# Ideal wire for Lemo Drop RTA on non-TC mod (7 - 50 w)



## Vapegilius995 (11/12/16)

I'm thinking of getting myself a Lemo drop RTA as my first RTA and was wondering which wire I should order with it... I want to use it with my Subox mini C


----------



## Silver (11/12/16)

Hi @Vapegilius995

I use the Lemo 1 - the bigger version of the Lemo Drop. But I think they have identical decks

I use 28g Kanthal wire and make a simple 2mm ID coil with about 7 wraps
Comes out to about 1.2 ohms

I use it for restricted lung hits on my Strawberry Menthol juice at lowish power of about 15 Watts
Sharp flavour and nice and crisp. Been using the Lemo1 for this juice only for over a year!

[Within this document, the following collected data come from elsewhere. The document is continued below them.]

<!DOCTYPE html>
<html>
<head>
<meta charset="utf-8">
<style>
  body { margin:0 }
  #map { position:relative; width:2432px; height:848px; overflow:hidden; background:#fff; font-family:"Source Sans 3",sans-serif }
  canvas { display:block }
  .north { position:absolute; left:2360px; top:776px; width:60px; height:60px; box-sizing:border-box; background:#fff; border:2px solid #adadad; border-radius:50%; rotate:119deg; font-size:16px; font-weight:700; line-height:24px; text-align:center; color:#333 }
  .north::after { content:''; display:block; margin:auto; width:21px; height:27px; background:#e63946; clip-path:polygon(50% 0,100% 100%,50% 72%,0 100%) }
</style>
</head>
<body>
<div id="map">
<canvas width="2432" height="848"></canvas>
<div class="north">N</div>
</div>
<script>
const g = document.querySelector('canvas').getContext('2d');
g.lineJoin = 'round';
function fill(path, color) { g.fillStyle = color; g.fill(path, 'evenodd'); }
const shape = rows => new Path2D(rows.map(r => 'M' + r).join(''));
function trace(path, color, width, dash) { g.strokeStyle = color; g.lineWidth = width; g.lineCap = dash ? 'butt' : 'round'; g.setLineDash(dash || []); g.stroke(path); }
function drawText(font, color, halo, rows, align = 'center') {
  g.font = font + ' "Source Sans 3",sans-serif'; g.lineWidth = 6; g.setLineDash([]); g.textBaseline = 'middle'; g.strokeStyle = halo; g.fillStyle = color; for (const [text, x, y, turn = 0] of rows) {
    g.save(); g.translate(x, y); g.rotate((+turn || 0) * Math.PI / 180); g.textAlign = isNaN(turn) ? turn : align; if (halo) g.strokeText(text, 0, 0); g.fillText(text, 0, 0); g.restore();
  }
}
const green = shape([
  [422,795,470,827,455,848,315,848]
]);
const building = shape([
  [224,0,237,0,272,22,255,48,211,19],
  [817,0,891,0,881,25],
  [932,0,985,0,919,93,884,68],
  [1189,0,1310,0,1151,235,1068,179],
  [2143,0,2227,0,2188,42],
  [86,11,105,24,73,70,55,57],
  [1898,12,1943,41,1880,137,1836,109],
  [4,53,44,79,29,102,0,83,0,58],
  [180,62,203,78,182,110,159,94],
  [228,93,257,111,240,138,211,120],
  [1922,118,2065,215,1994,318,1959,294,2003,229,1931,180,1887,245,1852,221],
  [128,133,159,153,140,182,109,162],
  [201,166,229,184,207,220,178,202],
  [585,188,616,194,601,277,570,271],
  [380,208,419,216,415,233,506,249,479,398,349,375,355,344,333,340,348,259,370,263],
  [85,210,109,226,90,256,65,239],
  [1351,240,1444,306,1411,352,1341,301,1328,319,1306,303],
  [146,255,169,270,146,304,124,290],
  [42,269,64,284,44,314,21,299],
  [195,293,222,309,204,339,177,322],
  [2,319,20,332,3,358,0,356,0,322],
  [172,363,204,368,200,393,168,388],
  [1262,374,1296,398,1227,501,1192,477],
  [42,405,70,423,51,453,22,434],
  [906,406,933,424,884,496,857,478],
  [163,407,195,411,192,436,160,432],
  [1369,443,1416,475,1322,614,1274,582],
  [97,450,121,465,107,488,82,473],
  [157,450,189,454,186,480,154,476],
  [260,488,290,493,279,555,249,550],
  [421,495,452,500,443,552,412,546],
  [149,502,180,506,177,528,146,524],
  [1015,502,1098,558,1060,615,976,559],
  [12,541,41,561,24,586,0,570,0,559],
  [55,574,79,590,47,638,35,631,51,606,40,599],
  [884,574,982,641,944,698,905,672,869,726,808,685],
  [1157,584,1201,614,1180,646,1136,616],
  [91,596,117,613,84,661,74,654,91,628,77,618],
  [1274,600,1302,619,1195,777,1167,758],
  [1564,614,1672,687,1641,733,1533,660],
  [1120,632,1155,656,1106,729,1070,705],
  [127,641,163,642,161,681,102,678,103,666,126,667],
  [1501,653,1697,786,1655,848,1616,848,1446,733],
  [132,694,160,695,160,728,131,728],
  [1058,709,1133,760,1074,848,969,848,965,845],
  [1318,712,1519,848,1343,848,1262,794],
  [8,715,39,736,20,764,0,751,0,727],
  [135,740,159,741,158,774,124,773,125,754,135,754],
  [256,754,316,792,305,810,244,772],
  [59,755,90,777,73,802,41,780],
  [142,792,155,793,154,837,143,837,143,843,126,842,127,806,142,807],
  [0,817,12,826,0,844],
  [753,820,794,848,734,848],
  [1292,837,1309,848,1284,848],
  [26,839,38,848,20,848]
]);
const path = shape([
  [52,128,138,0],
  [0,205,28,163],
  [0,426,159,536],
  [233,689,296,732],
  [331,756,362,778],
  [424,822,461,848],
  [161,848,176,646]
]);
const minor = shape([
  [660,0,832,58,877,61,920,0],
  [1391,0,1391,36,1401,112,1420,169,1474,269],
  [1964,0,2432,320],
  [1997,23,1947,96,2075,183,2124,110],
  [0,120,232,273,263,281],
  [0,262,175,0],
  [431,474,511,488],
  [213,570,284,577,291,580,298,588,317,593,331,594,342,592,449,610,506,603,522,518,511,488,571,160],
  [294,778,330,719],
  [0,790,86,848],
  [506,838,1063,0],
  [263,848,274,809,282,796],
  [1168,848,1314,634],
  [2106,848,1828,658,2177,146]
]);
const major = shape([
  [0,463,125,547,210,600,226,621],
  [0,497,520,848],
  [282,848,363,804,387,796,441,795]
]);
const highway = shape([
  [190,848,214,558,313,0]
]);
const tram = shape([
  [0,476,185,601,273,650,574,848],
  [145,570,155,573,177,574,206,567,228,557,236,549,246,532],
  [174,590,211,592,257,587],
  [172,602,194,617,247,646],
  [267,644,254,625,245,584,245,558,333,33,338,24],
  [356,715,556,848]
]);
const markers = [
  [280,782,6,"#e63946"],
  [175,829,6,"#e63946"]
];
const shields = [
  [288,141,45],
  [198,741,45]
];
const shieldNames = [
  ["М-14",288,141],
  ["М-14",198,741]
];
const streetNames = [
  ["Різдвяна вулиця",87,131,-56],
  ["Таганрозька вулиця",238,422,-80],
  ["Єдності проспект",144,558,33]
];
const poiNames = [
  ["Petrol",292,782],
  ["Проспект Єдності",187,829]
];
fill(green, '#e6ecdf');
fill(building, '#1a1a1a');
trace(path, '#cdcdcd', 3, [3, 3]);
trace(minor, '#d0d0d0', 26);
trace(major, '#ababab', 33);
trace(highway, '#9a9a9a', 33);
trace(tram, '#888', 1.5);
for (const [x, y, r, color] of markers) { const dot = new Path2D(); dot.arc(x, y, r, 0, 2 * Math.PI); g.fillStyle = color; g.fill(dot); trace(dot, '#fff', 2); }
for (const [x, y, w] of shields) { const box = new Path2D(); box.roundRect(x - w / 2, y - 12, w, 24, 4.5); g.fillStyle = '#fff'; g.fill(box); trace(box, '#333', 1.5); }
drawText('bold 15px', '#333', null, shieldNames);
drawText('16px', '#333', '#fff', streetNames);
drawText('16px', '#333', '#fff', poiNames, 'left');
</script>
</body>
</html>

Not sure if you are aiming for a similar vape - but I suppose you could also go for 26g and 2.5mm ID for a "bigger vape" at higher power.

Took me a while to get the wicking right. I drape the wicks over the edges to just touch the decks - and make sure the juice holes are showing - ie wicks against the walls not to obstruct the juice holes

You might find the following thread quite helpful
http://www.ecigssa.co.za/eleaf-lemo-rta.t6760/


----------



## Vapegilius995 (13/12/16)

Thanx a lot Ill get that

Happy holidays


----------